Topic 10 Unit 1-3 Review




Review & Reflection

STAT 253 is a survey course of statistical machine learning techniques and concepts. It’s important to continuously reflect on these and how they fit together. Though you won’t hand anything in, or work on this in class today, you’re strongly encouraged to complete this activity. This material is designed to help you reflect upon:

  • ML concepts
    • enduring, big picture concepts
    • technical concepts
    • tidymodels code
  • Your progress toward…
    • engagement
    • collaboration
    • preparation (checkpoints)
    • exploration (homework)

Find and make a copy of the following 2 resources.

You’ll be given some relevant prompts below, but you should use these materials in whatever way suits you! Take notes, add more content, rearrange, etc.



STAT 253 concept maps

Mark up slides 1–4 of the concept map with respect to the prompts below. Much of this overlaps with Homework 4.

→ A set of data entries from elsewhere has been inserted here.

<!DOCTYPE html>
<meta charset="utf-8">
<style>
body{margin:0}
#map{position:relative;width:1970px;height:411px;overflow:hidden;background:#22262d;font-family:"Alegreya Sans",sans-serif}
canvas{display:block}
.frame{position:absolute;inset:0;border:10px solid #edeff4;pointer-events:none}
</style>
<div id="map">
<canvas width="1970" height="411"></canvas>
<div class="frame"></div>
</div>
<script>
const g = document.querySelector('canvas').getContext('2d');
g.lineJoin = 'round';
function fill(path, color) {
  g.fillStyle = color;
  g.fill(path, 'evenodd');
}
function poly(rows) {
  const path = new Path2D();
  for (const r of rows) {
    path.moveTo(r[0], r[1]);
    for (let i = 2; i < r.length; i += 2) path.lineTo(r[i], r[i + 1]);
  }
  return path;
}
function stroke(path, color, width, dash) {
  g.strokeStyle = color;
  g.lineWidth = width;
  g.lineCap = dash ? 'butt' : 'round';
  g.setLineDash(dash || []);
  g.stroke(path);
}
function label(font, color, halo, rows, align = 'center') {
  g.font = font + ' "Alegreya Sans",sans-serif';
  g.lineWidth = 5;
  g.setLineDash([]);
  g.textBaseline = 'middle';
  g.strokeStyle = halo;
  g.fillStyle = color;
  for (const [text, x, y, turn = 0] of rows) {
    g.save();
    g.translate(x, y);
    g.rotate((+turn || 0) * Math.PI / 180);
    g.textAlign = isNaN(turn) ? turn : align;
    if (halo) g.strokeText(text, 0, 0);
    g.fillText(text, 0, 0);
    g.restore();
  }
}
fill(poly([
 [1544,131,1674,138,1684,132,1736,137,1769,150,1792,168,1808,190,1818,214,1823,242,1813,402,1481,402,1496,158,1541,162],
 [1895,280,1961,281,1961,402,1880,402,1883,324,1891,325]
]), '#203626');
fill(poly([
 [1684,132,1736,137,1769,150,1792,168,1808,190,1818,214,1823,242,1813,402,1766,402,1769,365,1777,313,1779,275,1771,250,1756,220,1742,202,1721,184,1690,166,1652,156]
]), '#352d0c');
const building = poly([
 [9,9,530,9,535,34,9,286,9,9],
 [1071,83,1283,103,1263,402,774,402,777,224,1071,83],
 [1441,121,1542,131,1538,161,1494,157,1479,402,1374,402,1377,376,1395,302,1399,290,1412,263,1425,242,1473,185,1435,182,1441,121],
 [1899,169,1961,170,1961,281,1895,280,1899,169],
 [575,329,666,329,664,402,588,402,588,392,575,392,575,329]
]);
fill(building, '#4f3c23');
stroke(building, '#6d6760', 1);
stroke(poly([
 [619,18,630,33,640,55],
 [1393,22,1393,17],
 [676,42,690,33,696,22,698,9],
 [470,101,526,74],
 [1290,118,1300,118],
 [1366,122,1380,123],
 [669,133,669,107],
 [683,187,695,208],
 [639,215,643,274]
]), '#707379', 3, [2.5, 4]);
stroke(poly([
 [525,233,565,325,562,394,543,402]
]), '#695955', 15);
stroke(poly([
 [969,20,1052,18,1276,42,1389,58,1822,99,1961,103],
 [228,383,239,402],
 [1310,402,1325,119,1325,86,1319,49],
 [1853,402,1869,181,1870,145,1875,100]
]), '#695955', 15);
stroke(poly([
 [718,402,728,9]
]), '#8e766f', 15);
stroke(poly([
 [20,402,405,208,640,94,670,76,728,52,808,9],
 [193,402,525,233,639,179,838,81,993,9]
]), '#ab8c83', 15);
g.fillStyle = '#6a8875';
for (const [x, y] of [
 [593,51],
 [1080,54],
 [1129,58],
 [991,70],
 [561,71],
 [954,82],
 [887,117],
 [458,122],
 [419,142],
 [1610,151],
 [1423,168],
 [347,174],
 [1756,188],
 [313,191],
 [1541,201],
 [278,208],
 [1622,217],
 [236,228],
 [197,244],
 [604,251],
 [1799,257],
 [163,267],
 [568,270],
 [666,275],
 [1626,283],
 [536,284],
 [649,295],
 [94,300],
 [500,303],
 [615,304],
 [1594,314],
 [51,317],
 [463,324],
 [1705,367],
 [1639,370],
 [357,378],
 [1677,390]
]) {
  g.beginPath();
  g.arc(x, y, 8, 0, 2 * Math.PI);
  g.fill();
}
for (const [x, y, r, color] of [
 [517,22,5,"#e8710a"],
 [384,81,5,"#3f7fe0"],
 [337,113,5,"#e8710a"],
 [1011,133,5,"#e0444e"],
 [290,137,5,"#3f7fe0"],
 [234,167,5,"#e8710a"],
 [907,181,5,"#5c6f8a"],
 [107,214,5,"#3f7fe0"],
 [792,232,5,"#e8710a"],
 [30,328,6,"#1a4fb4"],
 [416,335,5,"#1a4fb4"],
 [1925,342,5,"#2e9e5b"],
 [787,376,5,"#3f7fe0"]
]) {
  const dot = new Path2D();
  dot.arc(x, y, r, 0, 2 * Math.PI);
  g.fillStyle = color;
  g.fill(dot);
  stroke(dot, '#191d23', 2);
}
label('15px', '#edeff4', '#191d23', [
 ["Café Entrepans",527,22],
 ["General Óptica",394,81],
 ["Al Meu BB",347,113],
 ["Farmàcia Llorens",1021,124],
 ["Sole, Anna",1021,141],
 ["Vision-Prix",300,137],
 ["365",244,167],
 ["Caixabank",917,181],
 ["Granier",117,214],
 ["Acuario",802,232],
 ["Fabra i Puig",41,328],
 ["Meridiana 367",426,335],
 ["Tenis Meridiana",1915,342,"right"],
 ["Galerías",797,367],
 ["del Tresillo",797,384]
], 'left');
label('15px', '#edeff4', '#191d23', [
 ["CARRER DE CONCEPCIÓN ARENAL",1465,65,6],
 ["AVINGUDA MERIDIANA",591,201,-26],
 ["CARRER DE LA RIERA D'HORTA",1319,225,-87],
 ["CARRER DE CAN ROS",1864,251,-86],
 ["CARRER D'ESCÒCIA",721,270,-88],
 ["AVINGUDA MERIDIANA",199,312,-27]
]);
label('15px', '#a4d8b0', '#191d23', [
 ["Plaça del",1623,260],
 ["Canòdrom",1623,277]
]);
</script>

Enduring, big picture concepts

IMPORTANT to your learning: Respond in your own words.

  • When do we perform a supervised vs unsupervised learning algorithm?
  • Within supervised learning, when do we use a regression vs a classification algorithm?
  • What is the importance of “model evaluation” and what questions does it address?
  • What is “overfitting” and why is it bad?
  • What is “cross-validation” and what problem is it trying to address?
  • What is the “bias-variance tradeoff”?



Technical concepts

On page 2, identify some general themes for each model algorithm listed in the lefthand table:

  • What’s the goal?
  • Is the algorithm parametric or nonparametric?
  • Does the algorithm have any tuning parameters? What are they, how do we tune them, and how is this a goldilocks problem?
  • What are the key pros & cons of the algorithm?

For each algorithm, you should also reflect upon the important technical concepts listed in the syllabus:

  • Can you summarize the steps of this algorithm?
  • Is the algorithm parametric or nonparametric? (addressed above)
  • What is the bias-variance tradeoff when working with or tuning this algorithm?
  • Is it important to scale / pre-process our predictors before feeding them into this algorithm?
  • Is this algorithm “computationally expensive”?
  • Can you interpret the technical (RStudio) output for this algorithm? (eg: CV plots, etc)?



Model evaluation

On page 2, do the following for each model evaluation question in the righthand table:

  • Identify what to check or measure in order to address the question, and how to interpret it.
  • Explain the steps of the CV algorithm.



Algorithm comparisons

  • Use page 3 to make other observations about the Unit 1-3 modeling algorithms and their connections.
  • Use page 4 to address and compare the interpretability & flexibility of the Subset Selection (e.g. backward stepwise), LASSO, Least Squares, and GAM algorithms. Where would you place KNN on this graphic?



STAT 253 code

Check out and reflect upon some tidymodels code comparisons here. Copy, use, tweak, and add to this in whatever way suits you!



Learning Reflections

By the end of the week, take 10-20 minutes to write in your individual Reflection Google Doc (shared with you and your Professor). In this reflection, consider your preparation for each class, your engagement in the course in and out of class, your actions towards collaboration, and your exploration of the material through the homeworks with the ultimate goal of meeting my learning goals for you and your own learning goals.